First, you need to understand that one metric can generate lots of different MTS (time series) and each one has its own set of datapoints (depending on the reporting interval of the metric).

MTS is simply a unique combination of a metric with its all available metadata attached. The most common metadata type is the dimensions and dimensions are central in the detectors configuration because their behavior could highly depend on these.

For example, filtering and aggregation will use dimensions as source to operate and the relevance of alerting on heartbeat detectors depend on these filtering and aggregation "rules".

Metadata available on metrics mainly come from the data source they come from. For example, every metrics from aws will all have some dimensions in common like aws_account_id.

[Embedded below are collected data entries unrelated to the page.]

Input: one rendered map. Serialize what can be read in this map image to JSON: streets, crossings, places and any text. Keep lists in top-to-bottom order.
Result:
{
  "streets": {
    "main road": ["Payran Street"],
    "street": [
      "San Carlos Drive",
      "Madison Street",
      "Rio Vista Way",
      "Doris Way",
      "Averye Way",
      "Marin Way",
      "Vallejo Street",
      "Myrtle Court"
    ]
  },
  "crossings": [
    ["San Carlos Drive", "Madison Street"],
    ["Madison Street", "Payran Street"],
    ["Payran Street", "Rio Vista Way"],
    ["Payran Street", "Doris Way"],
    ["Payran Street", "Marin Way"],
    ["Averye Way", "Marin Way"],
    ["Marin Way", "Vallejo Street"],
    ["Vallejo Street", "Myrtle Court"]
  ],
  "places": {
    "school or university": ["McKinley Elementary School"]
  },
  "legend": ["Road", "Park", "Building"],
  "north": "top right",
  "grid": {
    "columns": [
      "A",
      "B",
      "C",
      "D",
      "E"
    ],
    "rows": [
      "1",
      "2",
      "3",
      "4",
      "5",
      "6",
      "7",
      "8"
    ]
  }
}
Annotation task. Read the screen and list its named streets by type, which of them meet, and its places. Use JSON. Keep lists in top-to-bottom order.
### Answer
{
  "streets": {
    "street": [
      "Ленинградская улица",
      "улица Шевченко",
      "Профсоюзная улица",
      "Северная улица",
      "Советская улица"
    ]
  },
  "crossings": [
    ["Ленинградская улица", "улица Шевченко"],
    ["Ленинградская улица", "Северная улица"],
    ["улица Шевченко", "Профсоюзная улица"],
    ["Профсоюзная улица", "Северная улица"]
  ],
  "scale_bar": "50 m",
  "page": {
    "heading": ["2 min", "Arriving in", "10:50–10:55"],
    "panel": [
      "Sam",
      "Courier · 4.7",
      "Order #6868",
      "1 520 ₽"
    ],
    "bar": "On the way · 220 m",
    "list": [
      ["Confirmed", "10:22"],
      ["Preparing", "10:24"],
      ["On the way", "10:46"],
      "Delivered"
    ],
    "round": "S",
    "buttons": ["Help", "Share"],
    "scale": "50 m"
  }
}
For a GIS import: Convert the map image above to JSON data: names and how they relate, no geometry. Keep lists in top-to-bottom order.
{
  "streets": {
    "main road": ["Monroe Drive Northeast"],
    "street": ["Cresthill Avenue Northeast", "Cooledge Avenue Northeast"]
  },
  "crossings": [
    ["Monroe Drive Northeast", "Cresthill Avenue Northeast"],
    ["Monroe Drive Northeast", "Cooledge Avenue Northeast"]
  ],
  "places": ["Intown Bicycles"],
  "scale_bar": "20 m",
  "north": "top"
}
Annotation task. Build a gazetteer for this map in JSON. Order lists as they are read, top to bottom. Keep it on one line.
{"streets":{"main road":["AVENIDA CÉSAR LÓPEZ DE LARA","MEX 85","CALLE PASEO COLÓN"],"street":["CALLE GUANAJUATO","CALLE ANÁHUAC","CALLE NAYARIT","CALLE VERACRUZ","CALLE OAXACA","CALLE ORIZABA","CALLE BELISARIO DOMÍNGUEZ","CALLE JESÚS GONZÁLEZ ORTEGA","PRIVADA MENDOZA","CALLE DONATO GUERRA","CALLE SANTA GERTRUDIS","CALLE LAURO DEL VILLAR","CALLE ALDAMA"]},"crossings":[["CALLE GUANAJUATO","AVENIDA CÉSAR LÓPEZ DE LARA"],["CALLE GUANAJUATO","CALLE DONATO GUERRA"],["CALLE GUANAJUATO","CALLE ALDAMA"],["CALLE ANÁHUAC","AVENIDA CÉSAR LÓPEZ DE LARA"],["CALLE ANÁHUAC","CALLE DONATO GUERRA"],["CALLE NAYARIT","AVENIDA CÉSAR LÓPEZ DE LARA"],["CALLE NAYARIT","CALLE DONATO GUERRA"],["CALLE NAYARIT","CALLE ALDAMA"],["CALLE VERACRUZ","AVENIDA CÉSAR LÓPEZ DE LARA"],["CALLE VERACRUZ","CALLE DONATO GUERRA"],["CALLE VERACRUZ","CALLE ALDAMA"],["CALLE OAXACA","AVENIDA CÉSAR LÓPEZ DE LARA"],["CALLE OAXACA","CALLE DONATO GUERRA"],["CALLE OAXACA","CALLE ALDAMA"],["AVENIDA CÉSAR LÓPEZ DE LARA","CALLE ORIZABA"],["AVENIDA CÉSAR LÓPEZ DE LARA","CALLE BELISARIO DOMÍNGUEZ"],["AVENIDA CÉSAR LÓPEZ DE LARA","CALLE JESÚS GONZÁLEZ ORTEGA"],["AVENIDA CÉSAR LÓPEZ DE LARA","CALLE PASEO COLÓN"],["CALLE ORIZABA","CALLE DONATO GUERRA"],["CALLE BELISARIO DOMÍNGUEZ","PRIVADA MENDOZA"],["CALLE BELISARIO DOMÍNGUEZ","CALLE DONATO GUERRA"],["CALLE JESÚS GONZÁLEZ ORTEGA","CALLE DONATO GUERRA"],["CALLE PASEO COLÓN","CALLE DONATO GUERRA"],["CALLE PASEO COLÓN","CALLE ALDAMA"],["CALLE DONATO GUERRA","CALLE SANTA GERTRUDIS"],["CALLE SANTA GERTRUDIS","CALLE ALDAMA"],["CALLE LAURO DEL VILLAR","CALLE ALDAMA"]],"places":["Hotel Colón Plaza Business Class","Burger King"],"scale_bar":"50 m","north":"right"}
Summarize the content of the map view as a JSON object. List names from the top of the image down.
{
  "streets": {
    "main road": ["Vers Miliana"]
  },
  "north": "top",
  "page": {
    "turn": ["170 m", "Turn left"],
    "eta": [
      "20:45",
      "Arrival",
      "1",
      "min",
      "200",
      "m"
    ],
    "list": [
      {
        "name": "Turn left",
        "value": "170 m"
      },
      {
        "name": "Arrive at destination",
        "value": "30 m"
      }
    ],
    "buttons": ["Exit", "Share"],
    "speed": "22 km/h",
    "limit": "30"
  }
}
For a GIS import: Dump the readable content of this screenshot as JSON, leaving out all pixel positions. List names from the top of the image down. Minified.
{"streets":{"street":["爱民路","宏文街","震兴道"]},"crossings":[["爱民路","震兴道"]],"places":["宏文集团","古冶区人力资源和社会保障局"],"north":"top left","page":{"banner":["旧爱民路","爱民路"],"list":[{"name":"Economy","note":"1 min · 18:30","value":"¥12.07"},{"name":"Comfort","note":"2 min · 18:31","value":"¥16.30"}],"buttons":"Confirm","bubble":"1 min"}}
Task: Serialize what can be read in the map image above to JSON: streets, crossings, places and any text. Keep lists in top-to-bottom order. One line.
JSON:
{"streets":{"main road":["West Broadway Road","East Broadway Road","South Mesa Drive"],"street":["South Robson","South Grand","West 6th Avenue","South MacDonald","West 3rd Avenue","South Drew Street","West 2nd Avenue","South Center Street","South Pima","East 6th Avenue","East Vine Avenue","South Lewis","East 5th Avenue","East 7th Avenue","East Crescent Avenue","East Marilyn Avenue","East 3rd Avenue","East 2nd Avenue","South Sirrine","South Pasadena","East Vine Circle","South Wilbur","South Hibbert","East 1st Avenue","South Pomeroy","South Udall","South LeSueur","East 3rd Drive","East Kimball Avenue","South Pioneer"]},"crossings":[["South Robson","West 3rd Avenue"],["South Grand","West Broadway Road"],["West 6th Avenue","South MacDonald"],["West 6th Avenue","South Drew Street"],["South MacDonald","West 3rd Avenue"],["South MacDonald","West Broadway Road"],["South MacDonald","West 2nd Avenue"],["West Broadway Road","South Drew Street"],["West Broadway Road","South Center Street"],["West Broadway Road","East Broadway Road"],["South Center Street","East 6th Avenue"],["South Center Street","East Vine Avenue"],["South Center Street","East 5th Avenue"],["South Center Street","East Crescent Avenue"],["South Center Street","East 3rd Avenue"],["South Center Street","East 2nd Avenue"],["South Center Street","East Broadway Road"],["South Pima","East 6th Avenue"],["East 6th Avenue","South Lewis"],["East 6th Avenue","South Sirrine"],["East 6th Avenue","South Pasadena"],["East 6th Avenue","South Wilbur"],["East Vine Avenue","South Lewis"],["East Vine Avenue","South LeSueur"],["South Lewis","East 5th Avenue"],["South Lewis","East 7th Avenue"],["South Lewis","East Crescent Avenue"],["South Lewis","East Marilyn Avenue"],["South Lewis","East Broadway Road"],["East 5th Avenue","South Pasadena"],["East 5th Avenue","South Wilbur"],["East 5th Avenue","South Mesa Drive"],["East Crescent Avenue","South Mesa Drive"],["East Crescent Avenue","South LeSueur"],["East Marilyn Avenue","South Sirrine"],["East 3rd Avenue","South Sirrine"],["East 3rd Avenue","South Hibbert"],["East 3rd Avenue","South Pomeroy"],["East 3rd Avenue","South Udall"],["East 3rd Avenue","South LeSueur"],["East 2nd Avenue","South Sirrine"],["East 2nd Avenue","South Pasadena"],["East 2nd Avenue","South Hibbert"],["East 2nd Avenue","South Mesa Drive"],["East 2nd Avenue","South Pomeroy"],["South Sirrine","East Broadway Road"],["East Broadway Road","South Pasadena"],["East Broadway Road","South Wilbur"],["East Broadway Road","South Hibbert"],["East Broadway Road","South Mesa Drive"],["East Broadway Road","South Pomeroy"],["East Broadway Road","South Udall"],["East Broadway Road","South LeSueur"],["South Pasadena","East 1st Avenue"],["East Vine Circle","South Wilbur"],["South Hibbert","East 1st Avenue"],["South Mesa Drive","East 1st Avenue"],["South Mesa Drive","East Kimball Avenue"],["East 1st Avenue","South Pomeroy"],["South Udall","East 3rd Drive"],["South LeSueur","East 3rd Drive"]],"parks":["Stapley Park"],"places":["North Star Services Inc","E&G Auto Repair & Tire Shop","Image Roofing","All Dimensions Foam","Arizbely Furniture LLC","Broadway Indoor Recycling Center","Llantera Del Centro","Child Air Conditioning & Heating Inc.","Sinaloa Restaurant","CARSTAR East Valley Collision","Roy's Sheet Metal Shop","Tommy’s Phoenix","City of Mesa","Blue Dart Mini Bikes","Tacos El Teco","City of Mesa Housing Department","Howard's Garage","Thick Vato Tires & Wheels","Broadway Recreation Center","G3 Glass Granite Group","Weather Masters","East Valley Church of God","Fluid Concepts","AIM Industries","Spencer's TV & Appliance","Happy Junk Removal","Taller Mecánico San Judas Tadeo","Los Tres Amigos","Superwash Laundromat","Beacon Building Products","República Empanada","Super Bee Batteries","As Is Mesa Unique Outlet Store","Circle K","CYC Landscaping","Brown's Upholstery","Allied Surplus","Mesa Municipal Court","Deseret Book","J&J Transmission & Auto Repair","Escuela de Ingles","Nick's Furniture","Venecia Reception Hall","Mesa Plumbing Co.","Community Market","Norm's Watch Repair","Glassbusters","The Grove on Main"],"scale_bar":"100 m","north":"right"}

This also determine how data are reported. If AWS do not report data if there is no "change" (i.e. no traffic on ELB), the SignalFx Smart Agent for example will always send its metrics at regular interval. In the same way, agent metrics are real time but cloud integrations add a delay to collect metrics.

So the data source and the metadata are crucial to create fine detectors in this repository but also very useful to use existing ones and configure them properly. Also, please add as many metadata as you can on your metrics, this will allow you to configure a fine grained monitoring using filtering and aggregation capabilities to adapt your detectors behavior for each goal.

Filtering

All modules implement a filtering strategy common to all their detectors based on metadata. The default behavior is to apply the tagging convention corresponding to the module and its source.

The "per environment" oriented filtering by default on a specific allows the user to import multiple times the module for as many env as he likes. If this convention can not be applied to some modules it must be explained in their README.md.

To use this convention you do not have anything to configure at the detector level but you will need to add dimensions to your metrics to match the detectors filters. For example, add the env dimension to your data source, using globalDimensions on the SignalFx Smart Agent or add it as tag on an AWS service.

However, this default convention could not fit your requirements and you can override it using filter_custom_includes and filter_custom_excludes variables and specify your own filtering policy (or nothing) so feel free to change that.

More information in the Templating filtering section.

Multiple instances

You can also use these variables to import multiple times the same module with different filtering policy to match different resources (i.e. import and filter per host, this will duplicate detector like the Nagios approach).

In general, we prefer to enjoy the "automatic discovery" capability (i.e. like Prometheus) but it could be useful to apply fine grained configuration of the detectors to different resources.

When importing multiple times the same module it is recommended to use the prefixes variables.

Here is an example which:

  • use the system module 2 times, one with higher threshold for a specific host and the other one with default threshold for all others hosts respecting the default tagging convention.
  • import once the module with default filtering in filter_custom_includes but excluding the host with_different_threshold.
  • import a second time but this time only filters on host with_different_threshold.
module "signalfx-detectors-smart-agent-system-common" {
  source = "../../modules/smart-agent_system-common"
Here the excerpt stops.